If you are making something you plan to mass produce in quantities of, say, over 1500 pieces it may make economic sense to invest in a mold for injection modeling company like ProtoMold to make them. If your part is quite large you may have to mold it since most 3D printer have a size limitation as to what they can print.
The injection molding company (I like ProtoLabs) will evaluate your part and tell you if it needs any changes to be a candidate for injection molding. For example, the sides need to be slanted outward a degree or so (called "draft"), so the part pops out of the mold okay. You can't have enclosed hollows (like a bubble) inside the part. You can't have chambers that go in then curl around and back, there's just no way to make a two-halved split mold that would do that.
http://www.protolabs.com/injection-molding/ has some excellent educational materials and design evaluation tools that can show if your part can be injection molded.
If molding is not feasible and you just can't redesign your part to be moldable, them you are committed to 3D printing. Then it becomes a question of what makes the most economic sense and the most sense time wise. Do you have time to sit there and crank out part after part day and night on your SD or farm it out to a production shop like Shapeways or Sculpteo?
Shapeways and Sculpteo, for example, are excellent companies.
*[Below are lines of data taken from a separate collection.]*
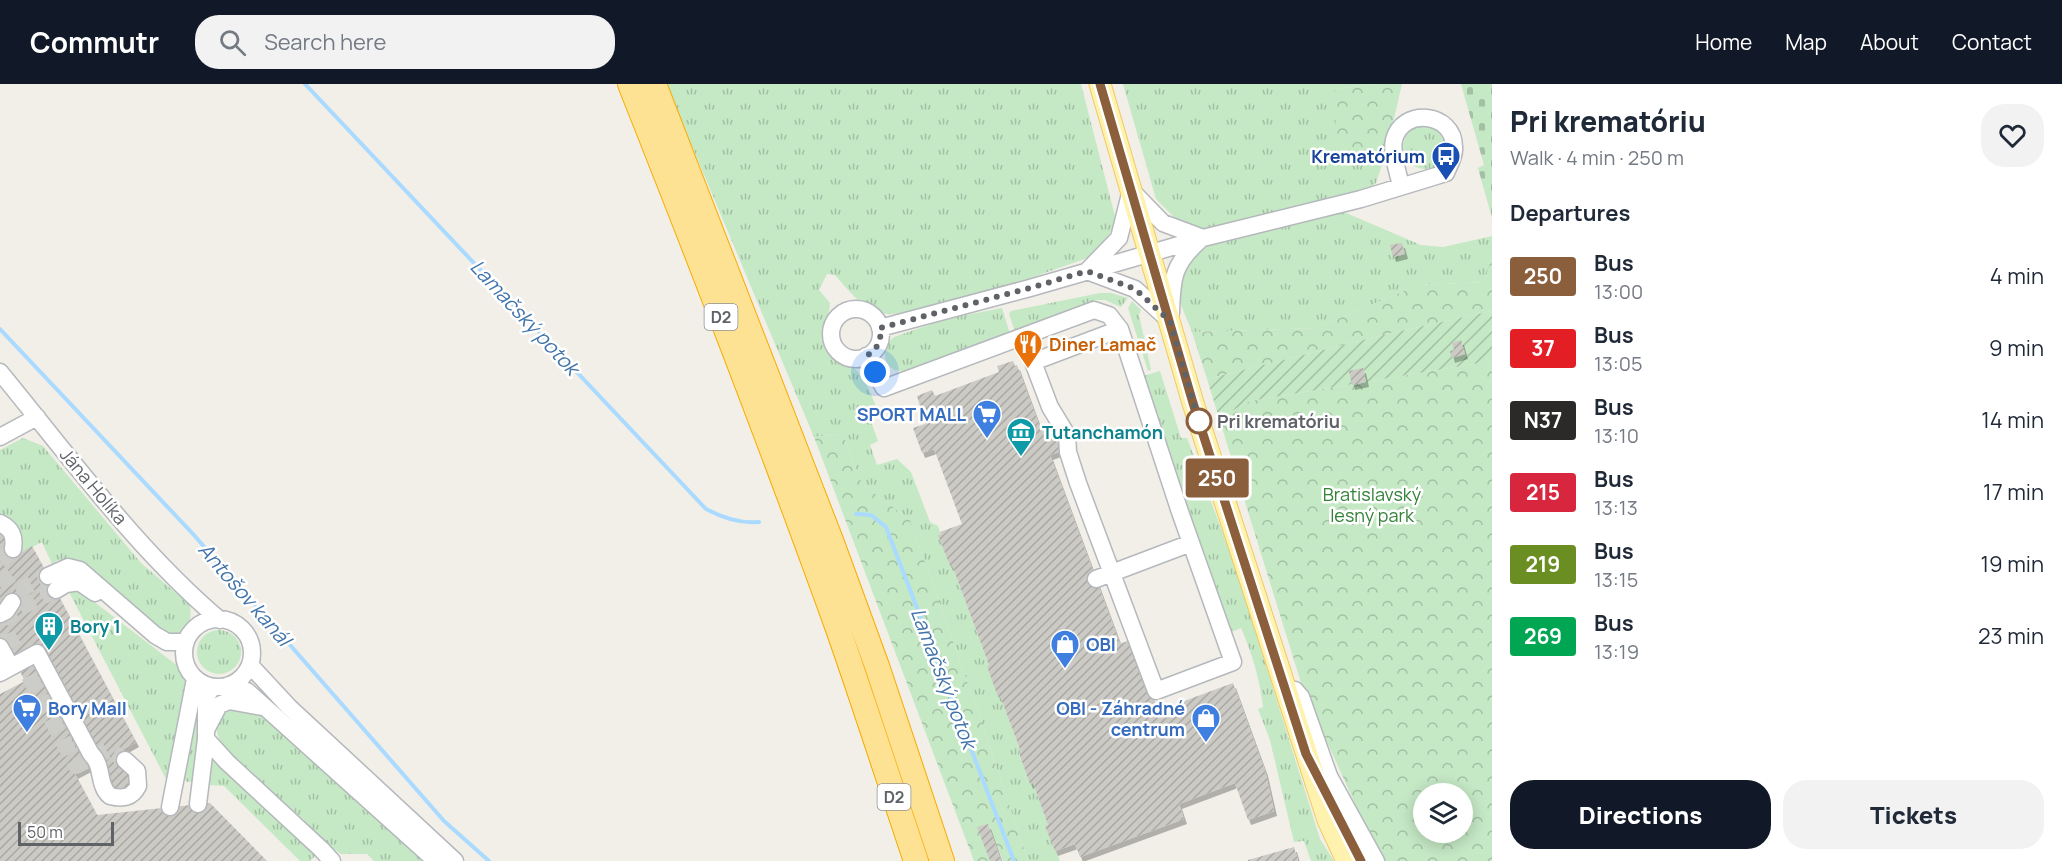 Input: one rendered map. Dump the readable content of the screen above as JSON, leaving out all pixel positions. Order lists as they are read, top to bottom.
{
  "streets": {
    "highway": ["D2"],
    "street": ["Jána Holíka"]
  },
  "water": ["Lamačský potok", "Antošov kanál"],
  "parks": ["Bratislavský lesný park"],
  "places": {
    "bus stop": ["Krematórium"],
    "restaurant": ["Diner Lamač"],
    "other": ["Pri krematóriu"],
    "supermarket": ["SPORT MALL", "Bory Mall"],
    "museum": ["Tutanchamón"],
    "building": ["Bory 1"],
    "shop": ["OBI", "OBI - Záhradné centrum"]
  },
  "lines": ["bus line 250"],
  "scale_bar": "50 m",
  "page": {
    "header": "Commutr",
    "search": "Search here",
    "nav": [
      "Home",
      "Map",
      "About",
      "Contact"
    ],
    "on_map": "250",
    "heading": [
      ["Pri krematóriu", "Walk · 4 min · 250 m"],
      "Departures"
    ],
    "list": [
      {
        "mark": "250",
        "name": "Bus",
        "note": "13:00",
        "value": "4 min"
      },
      {
        "mark": "37",
        "name": "Bus",
        "note": "13:05",
        "value": "9 min"
      },
      {
        "mark": "N37",
        "name": "Bus",
        "note": "13:10",
        "value": "14 min"
      },
      {
        "mark": "215",
        "name": "Bus",
        "note": "13:13",
        "value": "17 min"
      },
      {
        "mark": "219",
        "name": "Bus",
        "note": "13:15",
        "value": "19 min"
      },
      {
        "mark": "269",
        "name": "Bus",
        "note": "13:19",
        "value": "23 min"
      }
    ],
    "buttons": ["Directions", "Tickets"],
    "scale": "50 m"
  }
}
They make large part runs for many major corporations whose names we would all recognize. They can also make onesy-twosey runs. They use high-end machines and usually have various types of machines for additive mfg (like our printers do) or sintering with a laser that melts layers of plastic powder or lasers that solidify layers of liquid resin. There are advantages to each and each has a different cost structure. One thing you can be assured of, good print quality and the ability to crank out lots of parts much easier and quicker than you or I can, albeit for a cost.
Most of the plastic objects we use every day are injection molded. The cost for injection molding is primarily in the molds themselves which they custom make on a CAD machine tool. It can run into tens of thousands of dollars, however your per part cost thereafter is often just pennies or a buck or two. Delivery time can run into weeks. Finished quality is superb.
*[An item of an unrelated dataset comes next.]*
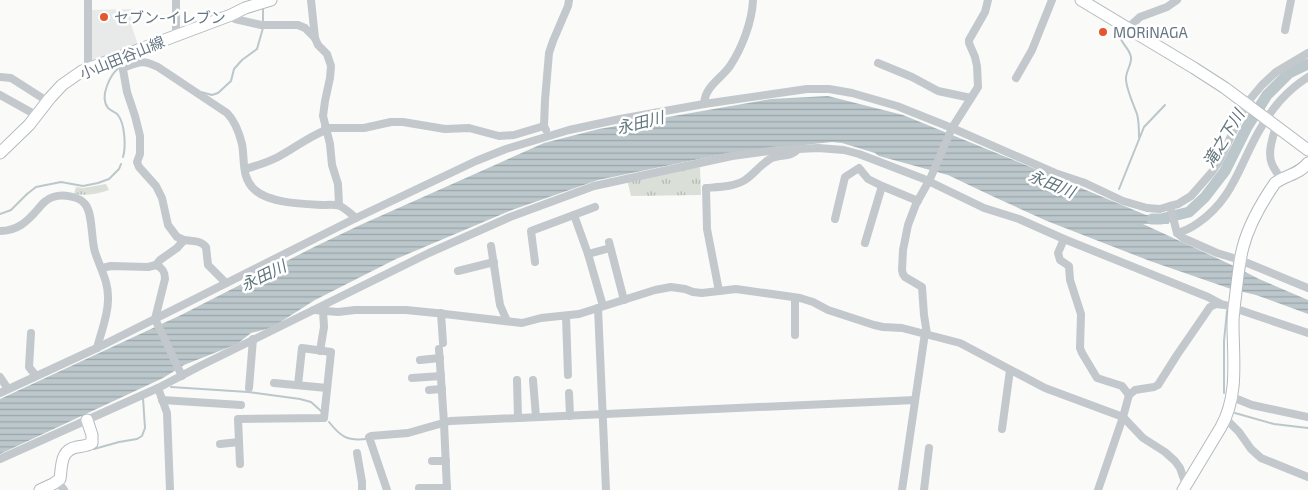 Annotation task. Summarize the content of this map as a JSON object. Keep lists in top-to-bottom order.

High End 3D print shops charge pretty much the same per part cost whether you want one or a thousand since there is very little setup or up front cost. They are also much quicker to deliver. I've gotten parts in as little as three days - from France!
There is also another option, Print Hubs. For example, https://www.3dhubs.com a network of regular guys like us that want to do jobs for hire. They join the Print Hub, set up a profile listing their printer(s) type, max size part they can print, lead time and cost factor, based on part volume (size, mass). The customer (you?) uploads their STL and selects the print hub they are interested in (based on distance, printer type if that matters, user reviews and cost. The print hub guy evaluates your part comments and accepts or declines the job. You pay for it and a few days later it comes or you pick it up.
I have used all of these options and find that they all work well. You should evaluate each and run the numbers based on your part quantity, desired quality and turnaround time to make an informed business decision. But, whatever you choose, reflect a minute on living in a world where inventors, entrepreneurs and regular folks have powerful technology at their fingertips that let us compete effectively with the big guys and effect real change.
It's a great time to be alive.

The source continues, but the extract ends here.